市川(ZETA) 「ZETA SEARCH」をご提案する際には、安全用品業界について勉強し、ミドリ安全様のニーズをお聞きしながらブラッシュアップしていきました。ZETAでは、BtoB-ECサイトの事例はまだそれほど多くなかったため、技術的にどのような解決ができるのかを考え抜きました。
山口(ミドリ安全) 当社ではBtoBのビジネスを長年やってきたことから、次々と要望が持ち上がり、ZETAさんにはわがままばかり言ってしまいますが、二人三脚で引き続きお力を貸していただければと思っています。
求める人に速く、正確な提案を ECサイトが担う社会的役割
コロナ禍で加速した、幅広い世代のネットでの購入。さらに、ミドリ安全の扱う製品が世に求められるものであったことから、2020年前半に「ミドリ安全.com」「ミドリ安全.com PLUS」に寄せられたニーズは、同社の想像を遥かに超えるものであった。

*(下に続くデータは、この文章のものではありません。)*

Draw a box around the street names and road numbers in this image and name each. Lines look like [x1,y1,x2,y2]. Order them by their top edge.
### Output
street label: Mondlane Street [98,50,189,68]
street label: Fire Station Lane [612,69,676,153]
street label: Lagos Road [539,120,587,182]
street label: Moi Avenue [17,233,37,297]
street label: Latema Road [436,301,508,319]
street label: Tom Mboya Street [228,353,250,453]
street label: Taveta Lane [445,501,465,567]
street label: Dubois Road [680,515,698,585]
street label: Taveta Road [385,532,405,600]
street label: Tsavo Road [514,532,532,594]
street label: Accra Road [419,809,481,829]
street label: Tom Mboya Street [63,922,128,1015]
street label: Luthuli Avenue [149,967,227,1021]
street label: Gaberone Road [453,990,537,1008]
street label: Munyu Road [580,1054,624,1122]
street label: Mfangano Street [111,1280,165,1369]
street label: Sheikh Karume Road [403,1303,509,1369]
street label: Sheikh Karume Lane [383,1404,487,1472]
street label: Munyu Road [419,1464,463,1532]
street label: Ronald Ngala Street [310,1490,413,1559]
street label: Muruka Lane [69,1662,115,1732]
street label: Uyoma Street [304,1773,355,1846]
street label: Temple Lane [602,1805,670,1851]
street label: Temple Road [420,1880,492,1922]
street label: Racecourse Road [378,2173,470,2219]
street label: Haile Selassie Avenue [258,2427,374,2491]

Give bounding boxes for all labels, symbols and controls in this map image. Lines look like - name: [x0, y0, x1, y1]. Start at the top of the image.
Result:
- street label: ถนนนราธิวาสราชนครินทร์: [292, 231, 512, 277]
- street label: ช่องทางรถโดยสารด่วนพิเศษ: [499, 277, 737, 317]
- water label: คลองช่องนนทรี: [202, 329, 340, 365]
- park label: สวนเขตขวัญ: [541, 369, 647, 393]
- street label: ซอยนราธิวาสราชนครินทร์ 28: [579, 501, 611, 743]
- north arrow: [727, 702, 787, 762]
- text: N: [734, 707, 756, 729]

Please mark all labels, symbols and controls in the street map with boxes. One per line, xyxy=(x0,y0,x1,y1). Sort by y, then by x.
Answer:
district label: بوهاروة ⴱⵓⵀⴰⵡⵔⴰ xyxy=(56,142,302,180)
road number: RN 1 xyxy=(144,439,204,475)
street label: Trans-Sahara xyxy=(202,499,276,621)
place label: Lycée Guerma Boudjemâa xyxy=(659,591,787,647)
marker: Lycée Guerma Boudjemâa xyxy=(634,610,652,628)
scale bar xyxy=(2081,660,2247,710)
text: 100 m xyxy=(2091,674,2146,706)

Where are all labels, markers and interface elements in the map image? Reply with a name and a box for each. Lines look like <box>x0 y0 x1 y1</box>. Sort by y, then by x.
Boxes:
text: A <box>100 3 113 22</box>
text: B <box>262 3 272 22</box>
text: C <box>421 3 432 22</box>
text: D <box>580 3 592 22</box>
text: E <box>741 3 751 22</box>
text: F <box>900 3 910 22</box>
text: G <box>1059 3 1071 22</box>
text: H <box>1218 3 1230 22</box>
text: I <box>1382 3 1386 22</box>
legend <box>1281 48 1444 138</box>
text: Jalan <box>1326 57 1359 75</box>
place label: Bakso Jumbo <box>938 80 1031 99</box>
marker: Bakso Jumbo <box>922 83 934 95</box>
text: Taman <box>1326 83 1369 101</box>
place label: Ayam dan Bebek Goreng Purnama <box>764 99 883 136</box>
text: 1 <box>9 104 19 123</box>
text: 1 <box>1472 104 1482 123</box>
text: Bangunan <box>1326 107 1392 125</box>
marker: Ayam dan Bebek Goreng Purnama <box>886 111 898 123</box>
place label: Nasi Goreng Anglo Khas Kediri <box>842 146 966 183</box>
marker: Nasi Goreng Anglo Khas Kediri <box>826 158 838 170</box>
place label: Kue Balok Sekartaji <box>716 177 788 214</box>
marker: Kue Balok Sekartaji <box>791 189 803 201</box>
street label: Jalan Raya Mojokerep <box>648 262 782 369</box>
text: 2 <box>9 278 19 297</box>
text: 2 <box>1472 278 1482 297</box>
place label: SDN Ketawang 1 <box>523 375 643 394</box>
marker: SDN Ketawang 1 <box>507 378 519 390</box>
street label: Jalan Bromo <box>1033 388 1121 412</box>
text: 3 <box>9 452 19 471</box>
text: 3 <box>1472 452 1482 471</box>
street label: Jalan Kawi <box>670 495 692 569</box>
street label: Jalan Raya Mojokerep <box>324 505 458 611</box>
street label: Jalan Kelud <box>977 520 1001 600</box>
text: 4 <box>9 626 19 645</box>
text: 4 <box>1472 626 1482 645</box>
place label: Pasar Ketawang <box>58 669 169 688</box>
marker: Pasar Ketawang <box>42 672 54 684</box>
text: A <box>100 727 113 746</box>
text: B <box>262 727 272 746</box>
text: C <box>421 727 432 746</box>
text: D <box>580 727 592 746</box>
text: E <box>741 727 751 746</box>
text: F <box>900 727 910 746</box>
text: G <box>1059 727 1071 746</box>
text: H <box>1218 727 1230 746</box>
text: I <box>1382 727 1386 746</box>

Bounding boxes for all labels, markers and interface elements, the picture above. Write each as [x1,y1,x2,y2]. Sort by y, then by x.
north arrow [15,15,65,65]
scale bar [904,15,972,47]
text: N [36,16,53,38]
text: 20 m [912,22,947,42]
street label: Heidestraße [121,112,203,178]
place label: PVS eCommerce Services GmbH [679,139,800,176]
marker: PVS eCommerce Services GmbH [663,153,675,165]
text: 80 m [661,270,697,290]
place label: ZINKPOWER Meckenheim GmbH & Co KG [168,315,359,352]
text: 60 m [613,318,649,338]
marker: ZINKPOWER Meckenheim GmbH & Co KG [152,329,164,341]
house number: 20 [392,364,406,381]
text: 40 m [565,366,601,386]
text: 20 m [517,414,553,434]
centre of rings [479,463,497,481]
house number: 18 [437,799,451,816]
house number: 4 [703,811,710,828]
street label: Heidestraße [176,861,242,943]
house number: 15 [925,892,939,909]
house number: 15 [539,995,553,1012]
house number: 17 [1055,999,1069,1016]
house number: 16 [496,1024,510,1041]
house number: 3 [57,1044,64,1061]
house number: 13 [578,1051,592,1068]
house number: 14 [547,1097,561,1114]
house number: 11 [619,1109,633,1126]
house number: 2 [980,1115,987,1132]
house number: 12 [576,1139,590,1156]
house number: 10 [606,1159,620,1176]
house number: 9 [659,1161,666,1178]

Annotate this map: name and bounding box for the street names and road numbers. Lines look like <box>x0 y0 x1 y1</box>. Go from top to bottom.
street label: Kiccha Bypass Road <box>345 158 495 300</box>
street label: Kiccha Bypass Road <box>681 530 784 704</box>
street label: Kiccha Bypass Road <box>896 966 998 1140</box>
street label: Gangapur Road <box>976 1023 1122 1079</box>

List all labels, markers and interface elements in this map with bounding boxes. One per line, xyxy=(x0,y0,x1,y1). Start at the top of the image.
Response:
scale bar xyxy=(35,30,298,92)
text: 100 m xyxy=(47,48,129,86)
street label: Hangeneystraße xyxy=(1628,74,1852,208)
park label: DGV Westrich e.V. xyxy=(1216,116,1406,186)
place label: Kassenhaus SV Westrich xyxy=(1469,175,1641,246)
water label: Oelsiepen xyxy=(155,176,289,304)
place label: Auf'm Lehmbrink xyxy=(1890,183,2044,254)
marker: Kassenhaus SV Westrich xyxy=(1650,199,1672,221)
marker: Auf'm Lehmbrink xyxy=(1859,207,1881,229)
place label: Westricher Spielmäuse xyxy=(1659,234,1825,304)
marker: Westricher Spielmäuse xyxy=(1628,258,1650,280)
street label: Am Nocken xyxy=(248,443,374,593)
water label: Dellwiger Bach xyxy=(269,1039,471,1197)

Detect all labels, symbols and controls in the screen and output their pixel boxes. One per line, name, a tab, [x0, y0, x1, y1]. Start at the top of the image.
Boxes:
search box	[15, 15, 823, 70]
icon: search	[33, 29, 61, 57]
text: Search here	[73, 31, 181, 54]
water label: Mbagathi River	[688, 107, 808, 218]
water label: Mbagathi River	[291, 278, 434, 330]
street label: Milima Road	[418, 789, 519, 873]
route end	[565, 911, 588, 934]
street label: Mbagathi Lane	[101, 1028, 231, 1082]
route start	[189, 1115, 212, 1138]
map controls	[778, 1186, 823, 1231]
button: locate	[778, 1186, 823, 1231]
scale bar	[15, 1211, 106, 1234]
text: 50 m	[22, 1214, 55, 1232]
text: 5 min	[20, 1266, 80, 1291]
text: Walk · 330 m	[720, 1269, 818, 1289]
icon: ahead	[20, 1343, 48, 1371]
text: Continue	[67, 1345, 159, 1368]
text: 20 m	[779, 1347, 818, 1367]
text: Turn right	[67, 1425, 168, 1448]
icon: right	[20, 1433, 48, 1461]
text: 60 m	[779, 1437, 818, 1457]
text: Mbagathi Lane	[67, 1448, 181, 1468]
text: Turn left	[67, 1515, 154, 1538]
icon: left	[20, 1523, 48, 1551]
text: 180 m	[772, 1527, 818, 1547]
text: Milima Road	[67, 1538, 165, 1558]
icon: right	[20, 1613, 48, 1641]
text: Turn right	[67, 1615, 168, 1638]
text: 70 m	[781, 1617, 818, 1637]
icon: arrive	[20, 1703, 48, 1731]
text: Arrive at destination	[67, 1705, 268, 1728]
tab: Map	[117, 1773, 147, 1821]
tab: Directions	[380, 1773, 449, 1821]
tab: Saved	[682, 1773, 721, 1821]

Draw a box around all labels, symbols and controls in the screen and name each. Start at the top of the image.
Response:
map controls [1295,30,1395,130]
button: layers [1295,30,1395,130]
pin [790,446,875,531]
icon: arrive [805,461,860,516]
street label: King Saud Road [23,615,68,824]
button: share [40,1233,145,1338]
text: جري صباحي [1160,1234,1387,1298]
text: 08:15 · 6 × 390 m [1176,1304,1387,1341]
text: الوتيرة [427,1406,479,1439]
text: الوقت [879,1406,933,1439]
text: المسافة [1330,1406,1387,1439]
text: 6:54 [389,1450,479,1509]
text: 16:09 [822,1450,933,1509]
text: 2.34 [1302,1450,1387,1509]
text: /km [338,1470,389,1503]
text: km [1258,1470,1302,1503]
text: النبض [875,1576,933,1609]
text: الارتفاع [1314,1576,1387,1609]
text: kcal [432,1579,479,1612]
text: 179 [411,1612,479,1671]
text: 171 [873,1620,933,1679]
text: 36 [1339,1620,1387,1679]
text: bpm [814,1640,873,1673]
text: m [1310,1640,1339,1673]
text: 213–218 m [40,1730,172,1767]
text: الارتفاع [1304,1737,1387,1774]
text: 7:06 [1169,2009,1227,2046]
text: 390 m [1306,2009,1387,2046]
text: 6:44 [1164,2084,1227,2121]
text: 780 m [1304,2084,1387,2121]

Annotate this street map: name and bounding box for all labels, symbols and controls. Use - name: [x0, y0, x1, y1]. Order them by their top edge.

古谷(ミドリ安全) もとより、災害などが発生すると検索経由でECサイトへのアクセスが増え、物が動く傾向はありましたが、コロナ禍は従来の比ではありませんでした。2月から4月は、この月はマスク、この月は手袋といった具合に、商品が変わりながらも飛ぶようにものが売れていきました。5月から7月にかけては、ご要望をいただいているにもかかわらず、仕入れが追いつかない、商品が足りないので価格が上がってしまうといった状況でご迷惑をおかけしてしまいました。8月から現場が少し落ち着き始め、ようやくお客様のご要望どおりに商品をお届けできるようになってきています。当社が取り扱う製品へのニーズはもちろん、「ネットを介して直接買いたい」という流れが来ていることも痛感しました。商材の確保はもちろんのこと、ECサイトについても、求めてくださるお客様にきちんとものがお届けできるようにしていかなくてはという思いが強まりました。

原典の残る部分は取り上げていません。